Hooking Points

A handler can be invoked at the hooking points described below.

Before queuing

Handlers can be called before the message is placed in the MTA queue. If this is a message being received by SMTP, the handlers are called synchronously during the SMTP session.

At this point, the message can have multiple recipients listed in the envelope. The handler can only take actions upon the message as whole, i.e. it cannot, for example, reject the message for some recipients while accepting it for the others.

Before local delivery

These handlers are called after reading a message from the MTA queue and deciding to deliver it to a local recipient. Note that messages to nonexistent local addresses are handled, too.

At this point, the message has exactly one recipient. Messages directed to multiple local recipients are split at an earlier stage. The handler can take actions upon the message directed to one recipient without affecting sibling messages directed to other local recipients.

Before remote delivery

These handlers are called after reading a message from the MTA queue and deciding to deliver it to a remote host.

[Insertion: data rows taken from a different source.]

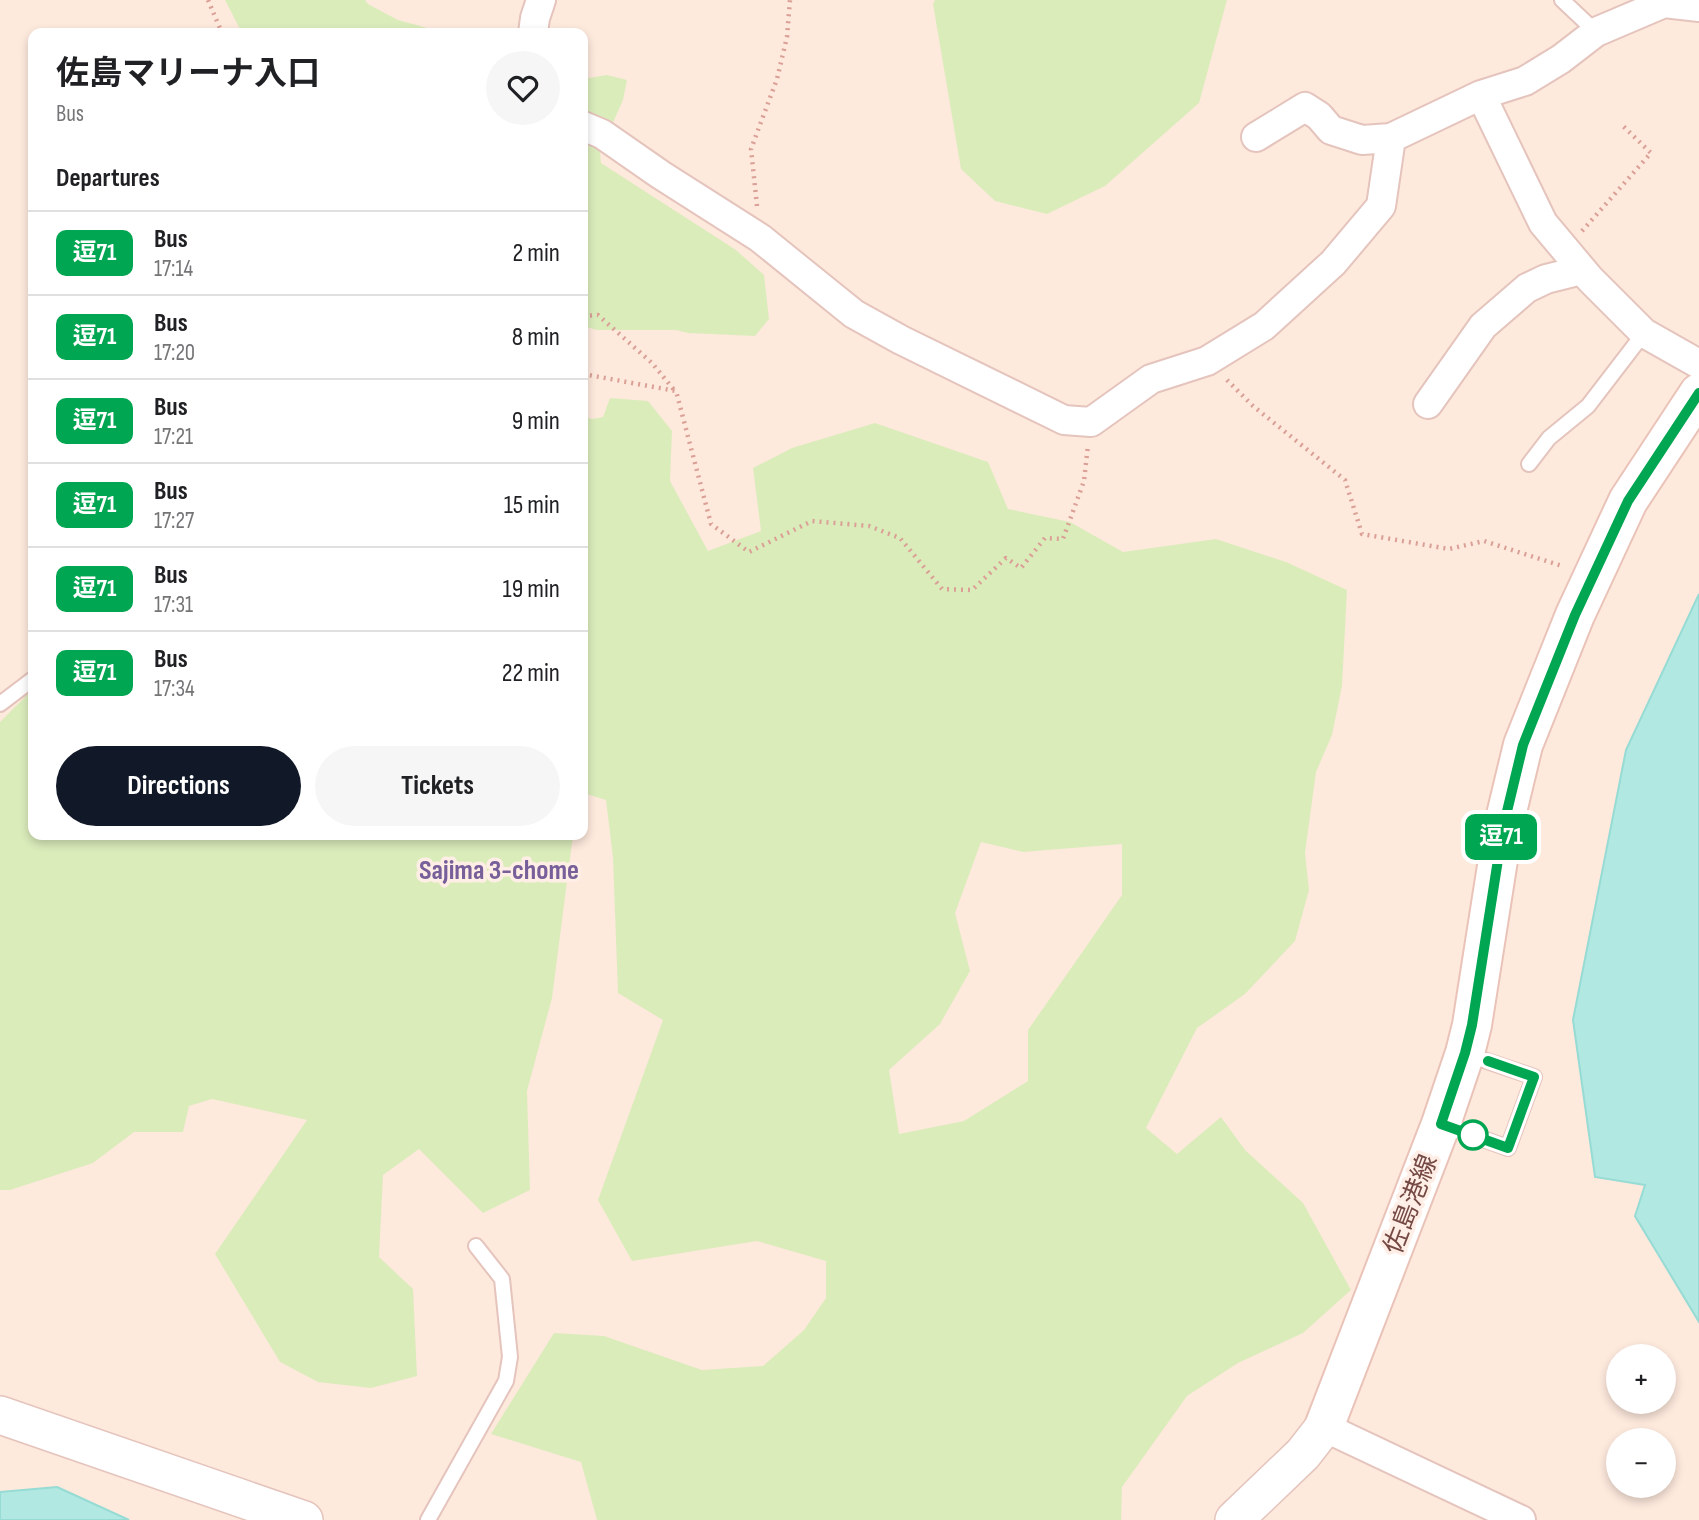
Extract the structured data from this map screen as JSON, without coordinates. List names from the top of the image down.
{
  "streets": {
    "main road": ["佐島港線"]
  },
  "districts": ["Sajima 3-chome"],
  "lines": ["bus line 逗71"],
  "page": {
    "on_map": "逗71",
    "heading": [
      ["佐島マリーナ入口", "Bus"],
      "Departures"
    ],
    "list": [
      {
        "mark": "逗71",
        "name": "Bus",
        "note": "17:14",
        "value": "2 min"
      },
      {
        "mark": "逗71",
        "name": "Bus",
        "note": "17:20",
        "value": "8 min"
      },
      {
        "mark": "逗71",
        "name": "Bus",
        "note": "17:21",
        "value": "9 min"
      },
      {
        "mark": "逗71",
        "name": "Bus",
        "note": "17:27",
        "value": "15 min"
      },
      {
        "mark": "逗71",
        "name": "Bus",
        "note": "17:31",
        "value": "19 min"
      },
      {
        "mark": "逗71",
        "name": "Bus",
        "note": "17:34",
        "value": "22 min"
      }
    ],
    "buttons": ["Directions", "Tickets"],
    "map_buttons": ["+", "−"]
  }
}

At this point, the message can have multiple recipients. This happens only when the message is to be delivered to the same host for all of these recipients. If the message has multiple recipients for which remote delivery to different hosts is needed, such a message is split at an earlier stage.

Before SMTP data

These handlers are called after the envelop is sent, but before sending the body of a message (before the DATA command of SMTP protocol). Used by services that process only the messages headers, not their content.